What You Need To Know

  • Humana said its Medicare Advantage patients used more inpatient care than it expected in November and December

  • Humana also saw more growth in care that doesn’t involve a hospital stay

  • The health insurer is one of the nation’s largest providers of Medicare Advantage plans, which are privately run versions of the federal government’s Medicare program

  • Insurers have been dealing with higher-than-expected costs from that business since last year

The update from Humana arrived less than a week after UnitedHealth Group surprised Wall Street, saying that its medical costs had soared 16% in its most recent quarter.

Humana said its Medicare Advantage patients used more inpatient care than it expected in November and December.

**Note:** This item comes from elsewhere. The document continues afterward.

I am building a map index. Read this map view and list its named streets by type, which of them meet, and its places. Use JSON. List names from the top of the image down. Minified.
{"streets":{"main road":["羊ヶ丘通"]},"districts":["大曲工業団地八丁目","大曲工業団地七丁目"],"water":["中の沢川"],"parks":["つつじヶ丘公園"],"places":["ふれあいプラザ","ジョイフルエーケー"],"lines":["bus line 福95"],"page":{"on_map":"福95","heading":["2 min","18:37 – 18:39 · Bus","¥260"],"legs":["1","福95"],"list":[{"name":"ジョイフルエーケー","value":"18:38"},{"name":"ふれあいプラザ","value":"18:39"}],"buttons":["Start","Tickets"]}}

The health insurer also saw more growth in care that doesn’t involve a hospital stay, like doctor visits and outpatient surgeries.

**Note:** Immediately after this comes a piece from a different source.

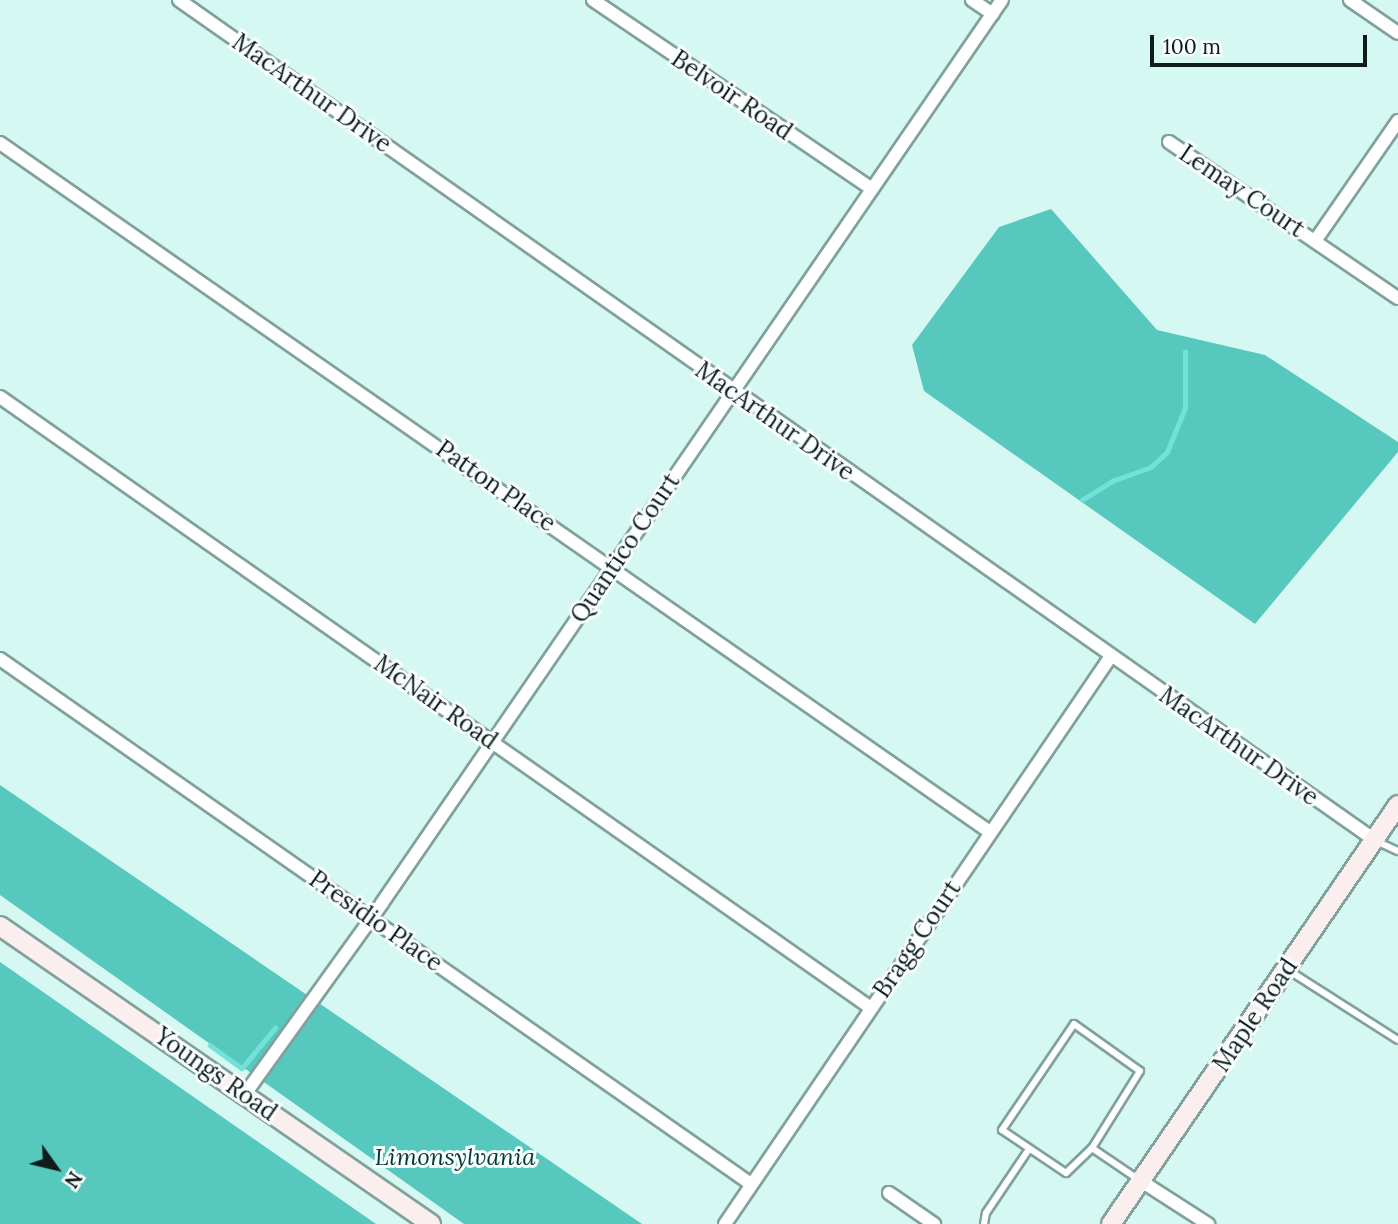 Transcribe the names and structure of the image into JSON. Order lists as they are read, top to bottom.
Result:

Shares slumped 13% before the market opened, dragging down other insurers as well early Thursday.

Humana is one of the nation’s largest providers of Medicare Advantage plans, which are privately run versions of the federal government’s Medicare program mostly for people age 65 and older. Insurers dealt with higher-than-expected costs from that patient population through most of last year, partly because patients continued to return to surgery centers and doctor offices after shying away during the COVID-19 pandemic.

Humana said it now expects adjusted earnings for last year to total about $26.09 per share.

That falls more than $2 below Wall Street expectations for $28.29 per share, according to the data firm FactSet.

Humana has yet to lay out its forecast for 2024.

The company said Thursday that it’s still trying to figure out the impact current trends will have on its outlook, but it plans to provide an update soon. It moved up its report on the fourth quarter to Jan. 25 from Feb. 5.

Humana is one of the nation’s largest providers of Medicare Advantage plans, which are privately run versions of the federal government’s Medicare program mostly for people age 65 and older. Medicare Advantage plans are one of Humana’s biggest forms of coverage outside insurance it provides for military families and retirees.

Insurers dealt with higher-than-expected costs from Medicare Advantage patients through most of last year, partly because people continued to return to surgery centers and doctor offices after shying away during the COVID-19 pandemic.

For the new year, Humana also said it now expects less than 2% enrollment growth from its Medicare Advantage business, which covered about 5.4 million people at the end of last year.

These plans finished their annual enrollment period last month, a window at the end-of-year when people can switch plans or buy new coverage.

Leerink Partners analyst Whit Mayo called Humana’s growth from the enrollment period “lackluster.” He said in a research note that it will wind up slower than overall market growth, which he expects to be around 6%.

Humana said it was prudent when it set 2024 prices for its Medicare Advantage coverage, and its pricing approach “resulted in a lower share of overall industry growth.”

Shares of Humana Inc., based in Louisville, Kentucky, fell 11% to $398.48 Thursday morning while the Standard & Poor’s 500 index rose slightly.

The stock is more than a year removed from an all-time high price of more than $571, which it reached in Nov. 2022.

Shares of UnitedHealth Group Inc. also dropped 4% on Thursday. The Blue Cross-Blue Shield insurer Elevance Inc. fell 3.5%.